SUPPLIED RECORDS ▸
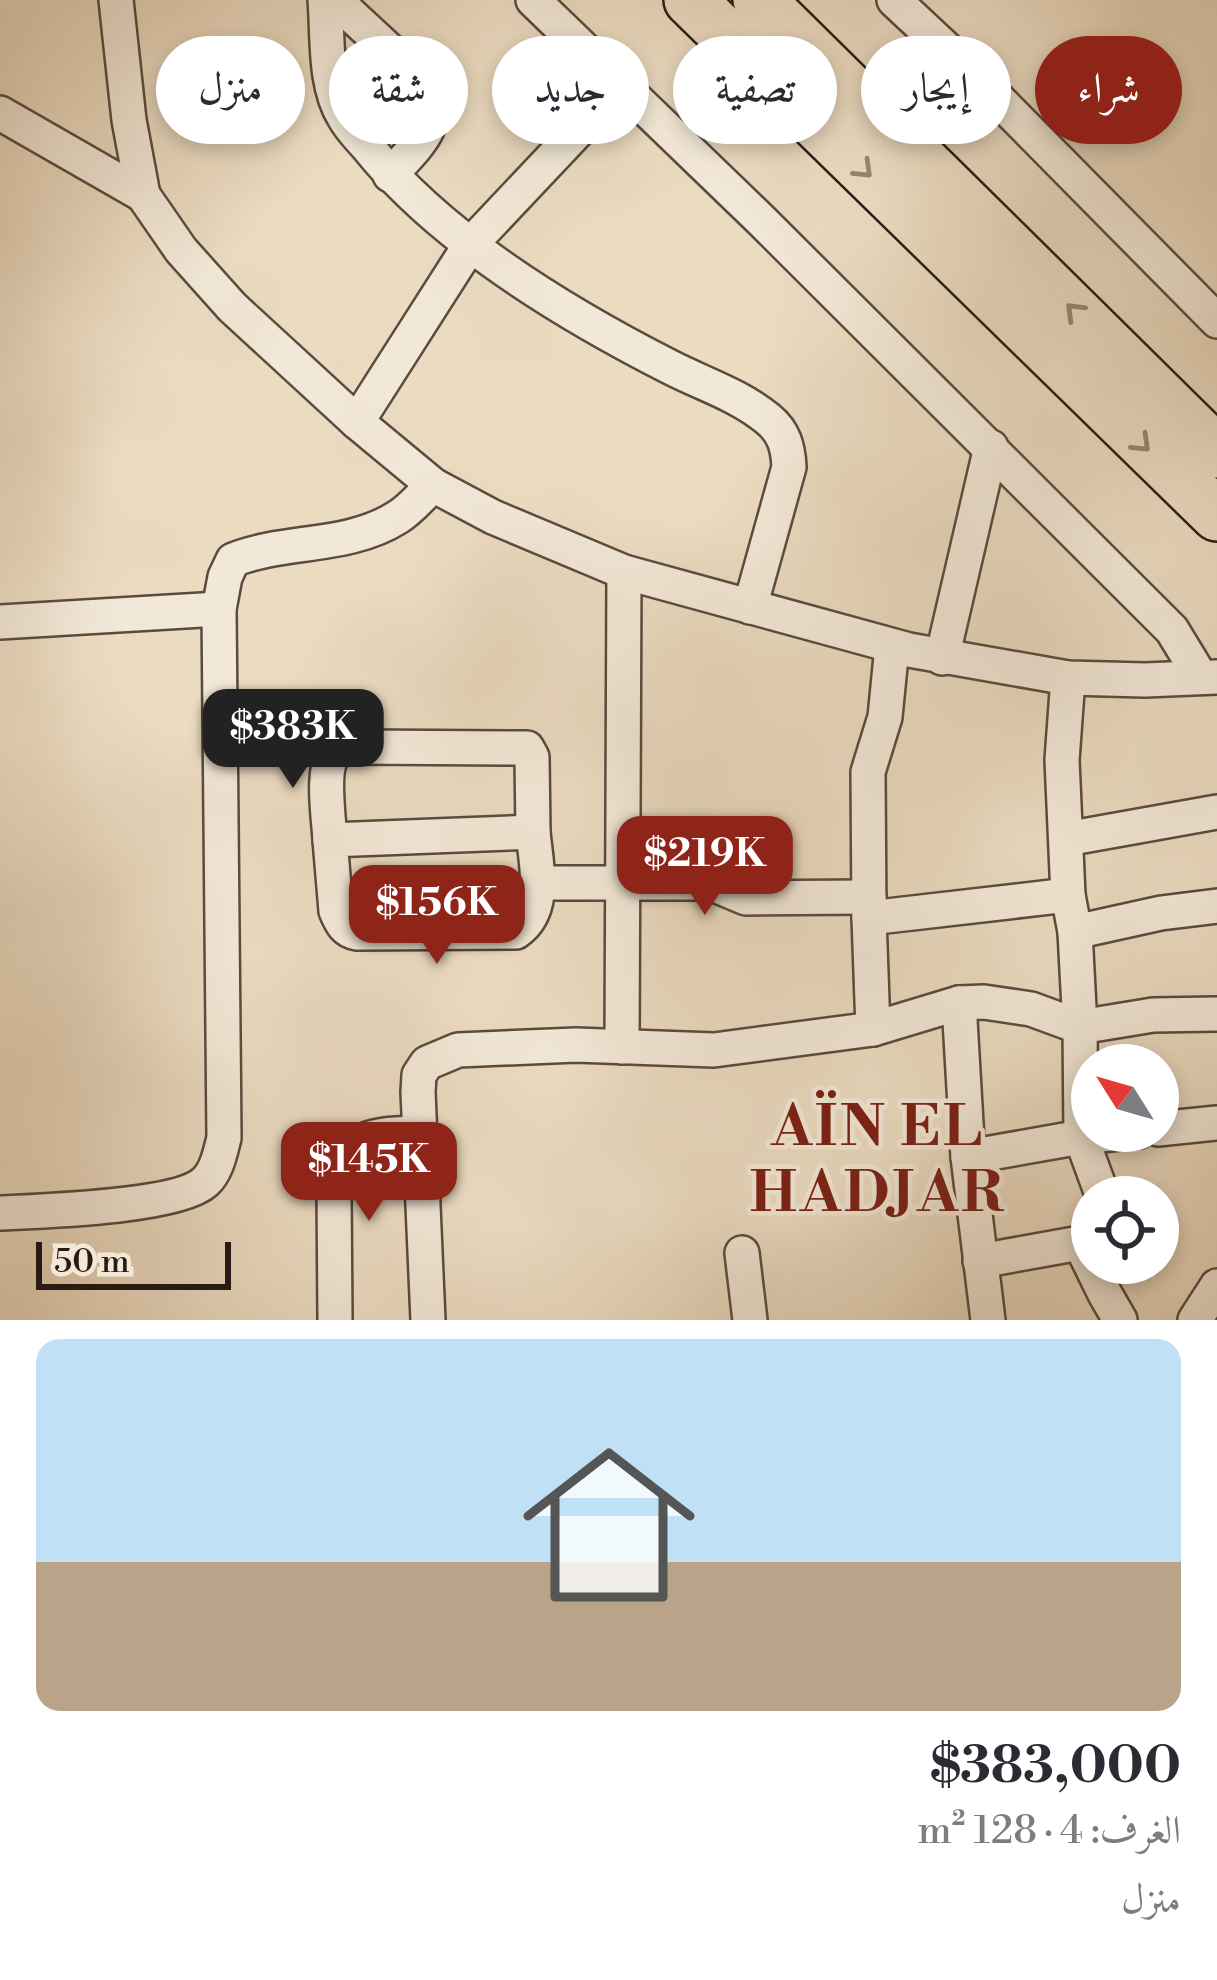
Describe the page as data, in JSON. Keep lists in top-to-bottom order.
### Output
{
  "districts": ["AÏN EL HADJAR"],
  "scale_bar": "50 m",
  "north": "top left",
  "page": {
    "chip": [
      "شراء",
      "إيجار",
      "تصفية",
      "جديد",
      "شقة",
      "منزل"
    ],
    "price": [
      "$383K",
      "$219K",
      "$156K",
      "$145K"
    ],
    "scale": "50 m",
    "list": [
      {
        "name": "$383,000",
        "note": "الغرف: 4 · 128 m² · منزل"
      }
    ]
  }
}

==

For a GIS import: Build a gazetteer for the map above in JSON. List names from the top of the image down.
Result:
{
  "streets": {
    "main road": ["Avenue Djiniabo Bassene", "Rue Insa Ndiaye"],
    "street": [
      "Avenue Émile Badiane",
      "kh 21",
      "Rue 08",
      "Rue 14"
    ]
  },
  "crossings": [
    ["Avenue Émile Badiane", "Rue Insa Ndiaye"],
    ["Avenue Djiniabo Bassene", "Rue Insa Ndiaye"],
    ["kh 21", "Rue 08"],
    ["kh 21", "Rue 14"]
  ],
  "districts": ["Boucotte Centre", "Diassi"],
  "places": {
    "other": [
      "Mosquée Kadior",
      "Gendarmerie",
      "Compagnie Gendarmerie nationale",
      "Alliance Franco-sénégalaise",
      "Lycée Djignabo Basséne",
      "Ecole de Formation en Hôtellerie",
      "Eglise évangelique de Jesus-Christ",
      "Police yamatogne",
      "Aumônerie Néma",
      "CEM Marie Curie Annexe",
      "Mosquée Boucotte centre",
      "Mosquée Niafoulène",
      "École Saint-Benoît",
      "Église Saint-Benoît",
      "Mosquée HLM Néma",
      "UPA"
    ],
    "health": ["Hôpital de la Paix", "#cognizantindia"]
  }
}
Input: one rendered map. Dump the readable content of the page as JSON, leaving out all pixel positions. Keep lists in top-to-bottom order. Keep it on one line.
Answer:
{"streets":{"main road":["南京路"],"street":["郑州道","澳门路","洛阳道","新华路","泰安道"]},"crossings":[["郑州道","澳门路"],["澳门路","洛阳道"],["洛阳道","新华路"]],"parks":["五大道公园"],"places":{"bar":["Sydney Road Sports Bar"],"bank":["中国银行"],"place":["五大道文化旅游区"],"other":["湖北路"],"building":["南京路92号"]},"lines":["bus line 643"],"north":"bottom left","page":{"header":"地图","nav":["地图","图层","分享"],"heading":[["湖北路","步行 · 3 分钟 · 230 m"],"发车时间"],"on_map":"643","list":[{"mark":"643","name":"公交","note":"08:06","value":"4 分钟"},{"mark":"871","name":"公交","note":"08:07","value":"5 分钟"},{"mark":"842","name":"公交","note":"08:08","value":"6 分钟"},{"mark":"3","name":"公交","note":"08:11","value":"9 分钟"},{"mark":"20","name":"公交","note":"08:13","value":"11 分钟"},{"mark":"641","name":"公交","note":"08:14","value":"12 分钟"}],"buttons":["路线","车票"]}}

* * *

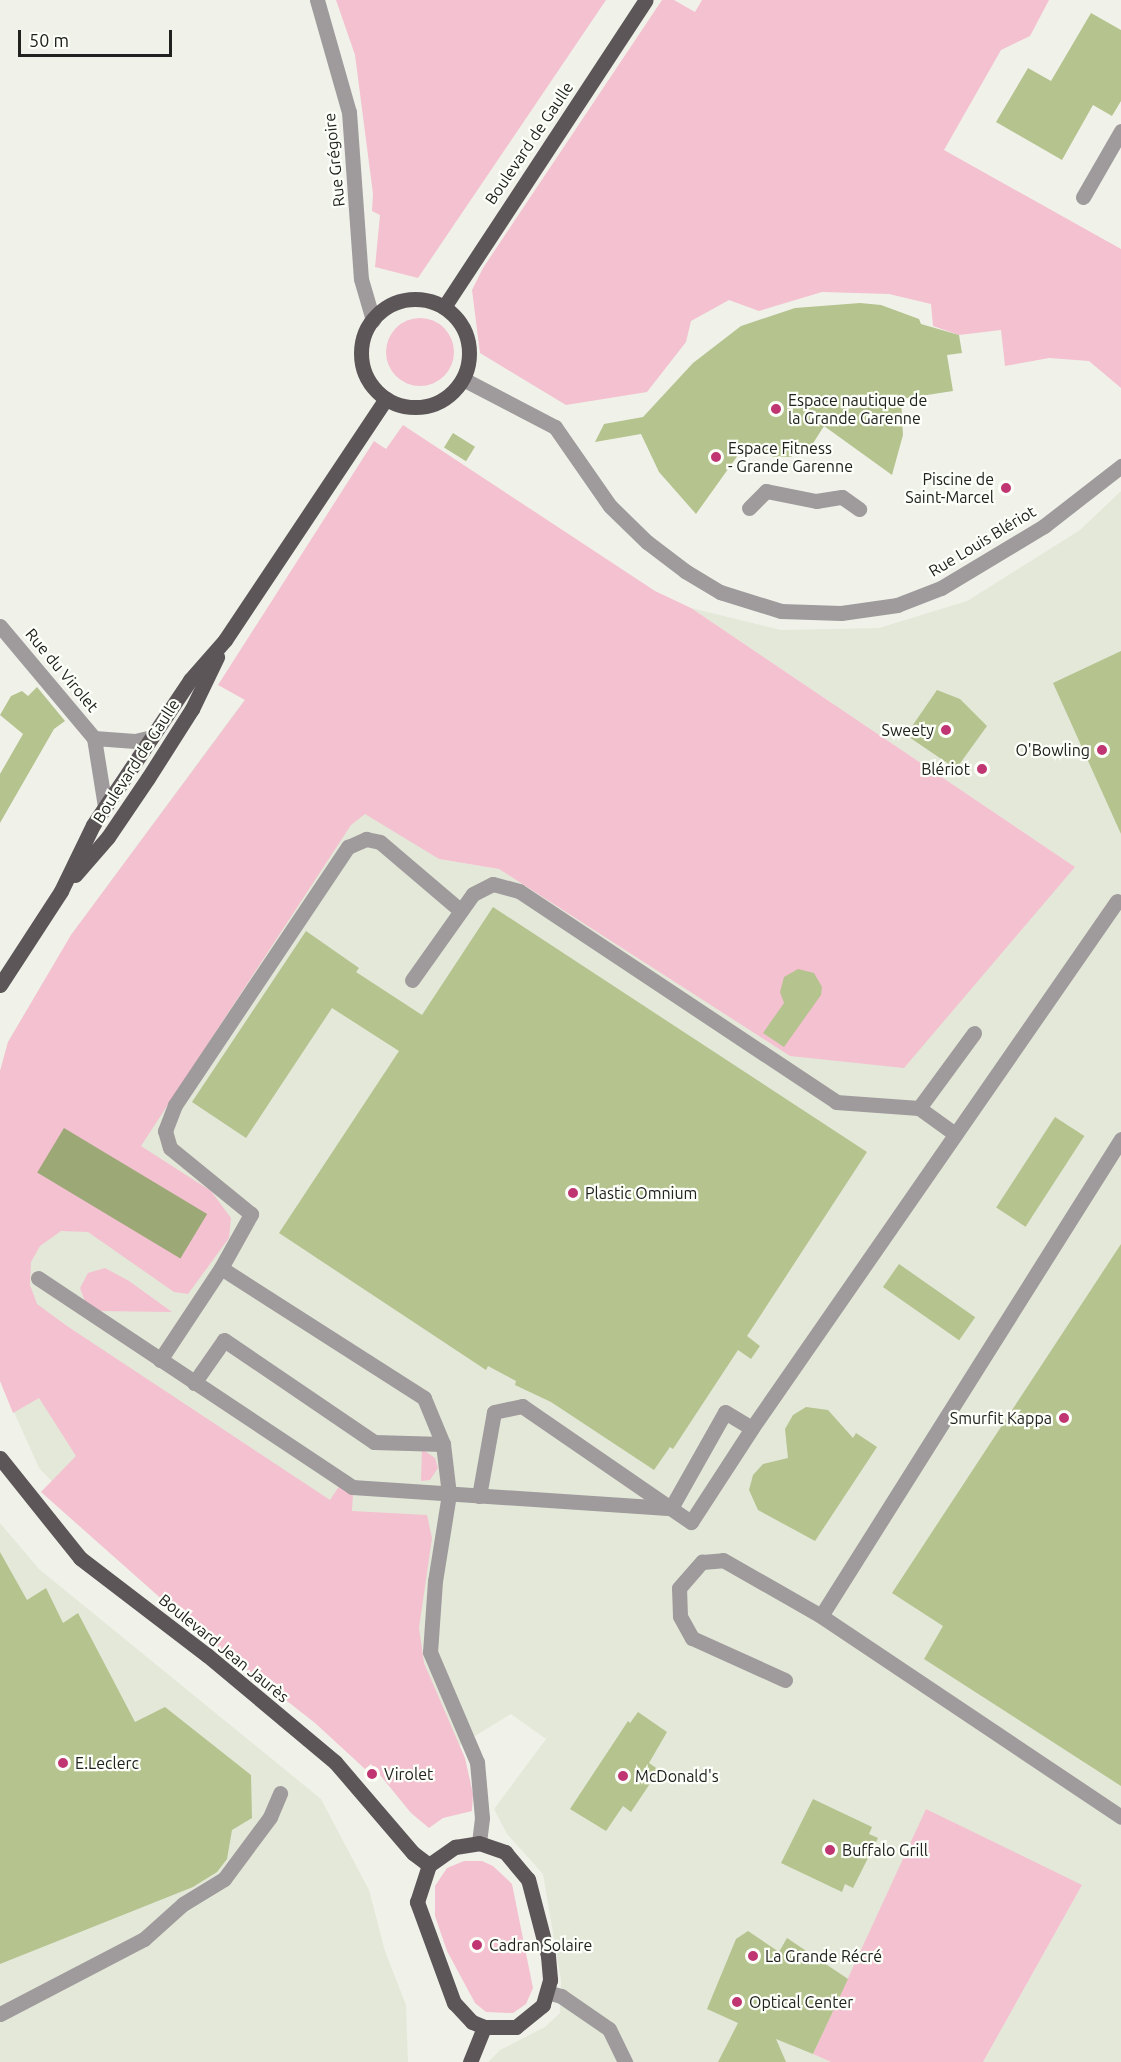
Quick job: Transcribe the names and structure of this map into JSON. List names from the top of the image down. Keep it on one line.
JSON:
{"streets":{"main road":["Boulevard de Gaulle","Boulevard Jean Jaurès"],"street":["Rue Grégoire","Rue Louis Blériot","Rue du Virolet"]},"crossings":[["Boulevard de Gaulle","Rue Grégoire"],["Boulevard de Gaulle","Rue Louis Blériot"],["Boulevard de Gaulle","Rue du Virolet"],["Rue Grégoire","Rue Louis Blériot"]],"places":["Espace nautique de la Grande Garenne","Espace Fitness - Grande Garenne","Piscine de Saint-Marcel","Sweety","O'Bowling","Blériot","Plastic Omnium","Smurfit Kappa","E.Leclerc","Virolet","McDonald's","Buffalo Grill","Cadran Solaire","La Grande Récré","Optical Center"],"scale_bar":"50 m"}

YOUR ASSIGNMENT ▸
Find and copy each line of the listing above that holds the word "order".

RESULT OF THE TASK ▸
Describe the page as data, in JSON. Keep lists in top-to-bottom order.
Input: one rendered map. Dump the readable content of the page as JSON, leaving out all pixel positions. Keep lists in top-to-bottom order. Keep it on one line.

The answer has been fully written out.